INSTRUCTIONS FOR THE TASK
Restate the data exactly as given and keep the pictures out.

INPUT RECORDS
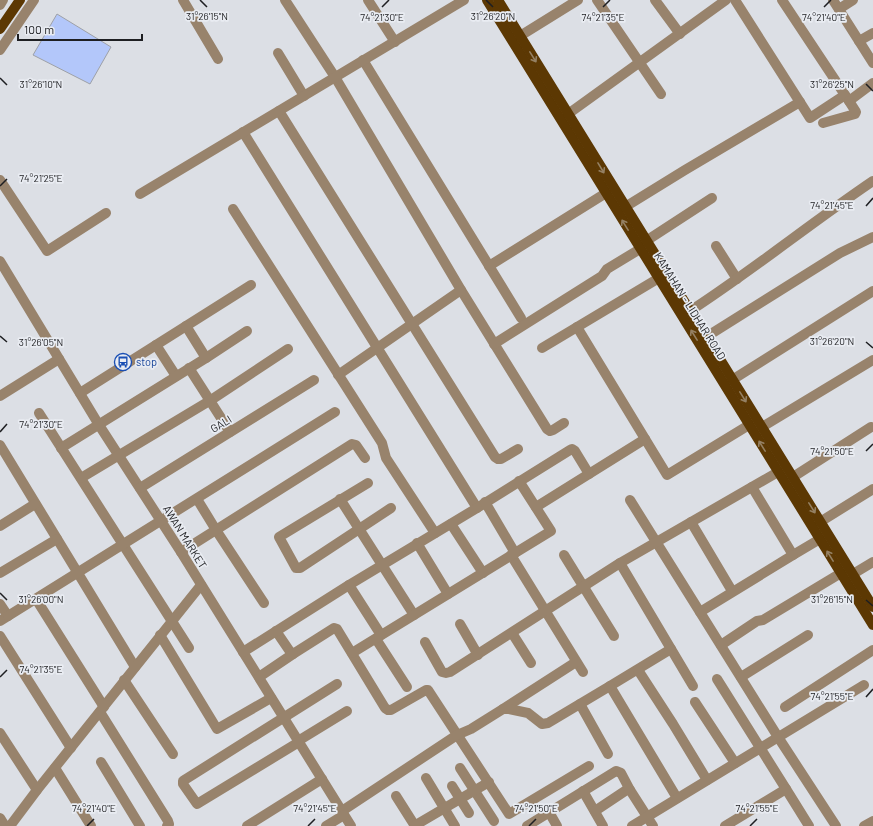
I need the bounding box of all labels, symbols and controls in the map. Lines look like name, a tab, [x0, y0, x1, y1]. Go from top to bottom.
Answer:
text: 31°26'15"N	[186, 10, 228, 22]
text: 31°26'20"N	[471, 10, 515, 22]
text: 74°21'30"E	[360, 11, 404, 23]
text: 74°21'35"E	[581, 11, 625, 23]
text: 74°21'40"E	[802, 11, 846, 23]
scale bar	[18, 16, 142, 42]
text: 100 m	[24, 22, 54, 36]
one-way arrow	[529, 51, 537, 62]
text: 31°26'10"N	[20, 78, 62, 90]
text: 31°26'25"N	[810, 78, 854, 90]
one-way arrow	[597, 162, 605, 173]
text: 74°21'25"E	[19, 172, 63, 184]
text: 74°21'45"E	[810, 199, 854, 211]
one-way arrow	[621, 219, 629, 231]
street label: KAMAHAN - LIDHAR ROAD	[652, 250, 729, 362]
one-way arrow	[689, 329, 697, 341]
text: 31°26'20"N	[810, 335, 854, 347]
text: 31°26'05"N	[19, 336, 63, 348]
bus stop icon: stop	[113, 352, 133, 372]
place label: stop	[136, 355, 157, 368]
one-way arrow	[740, 391, 748, 403]
street label: GALI	[208, 412, 234, 435]
text: 74°21'30"E	[19, 418, 63, 430]
one-way arrow	[758, 441, 766, 452]
text: 74°21'50"E	[810, 445, 854, 457]
one-way arrow	[808, 502, 816, 514]
street label: AWAN MARKET	[161, 503, 210, 571]
one-way arrow	[826, 551, 835, 562]
text: 31°26'00"N	[19, 593, 63, 605]
text: 31°26'15"N	[811, 593, 853, 605]
text: 74°21'35"E	[19, 663, 63, 675]
text: 74°21'55"E	[810, 690, 854, 702]
text: 74°21'40"E	[72, 802, 116, 814]
text: 74°21'45"E	[293, 802, 337, 814]
text: 74°21'50"E	[514, 802, 558, 814]
text: 74°21'55"E	[735, 802, 779, 814]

ANSWER BOX
I need the bounding box of all labels, symbols and controls in the map. Lines look like name, a tab, [x0, y0, x1, y1]. Go from top to bottom.
Answer:
text: 31°26'15"N	[186, 10, 228, 22]
text: 31°26'20"N	[471, 10, 515, 22]
text: 74°21'30"E	[360, 11, 404, 23]
text: 74°21'35"E	[581, 11, 625, 23]
text: 74°21'40"E	[802, 11, 846, 23]
scale bar	[18, 16, 142, 42]
text: 100 m	[24, 22, 54, 36]
one-way arrow	[529, 51, 537, 62]
text: 31°26'10"N	[20, 78, 62, 90]
text: 31°26'25"N	[810, 78, 854, 90]
one-way arrow	[597, 162, 605, 173]
text: 74°21'25"E	[19, 172, 63, 184]
text: 74°21'45"E	[810, 199, 854, 211]
one-way arrow	[621, 219, 629, 231]
street label: KAMAHAN - LIDHAR ROAD	[652, 250, 729, 362]
one-way arrow	[689, 329, 697, 341]
text: 31°26'20"N	[810, 335, 854, 347]
text: 31°26'05"N	[19, 336, 63, 348]
bus stop icon: stop	[113, 352, 133, 372]
place label: stop	[136, 355, 157, 368]
one-way arrow	[740, 391, 748, 403]
street label: GALI	[208, 412, 234, 435]
text: 74°21'30"E	[19, 418, 63, 430]
one-way arrow	[758, 441, 766, 452]
text: 74°21'50"E	[810, 445, 854, 457]
one-way arrow	[808, 502, 816, 514]
street label: AWAN MARKET	[161, 503, 210, 571]
one-way arrow	[826, 551, 835, 562]
text: 31°26'00"N	[19, 593, 63, 605]
text: 31°26'15"N	[811, 593, 853, 605]
text: 74°21'35"E	[19, 663, 63, 675]
text: 74°21'55"E	[810, 690, 854, 702]
text: 74°21'40"E	[72, 802, 116, 814]
text: 74°21'45"E	[293, 802, 337, 814]
text: 74°21'50"E	[514, 802, 558, 814]
text: 74°21'55"E	[735, 802, 779, 814]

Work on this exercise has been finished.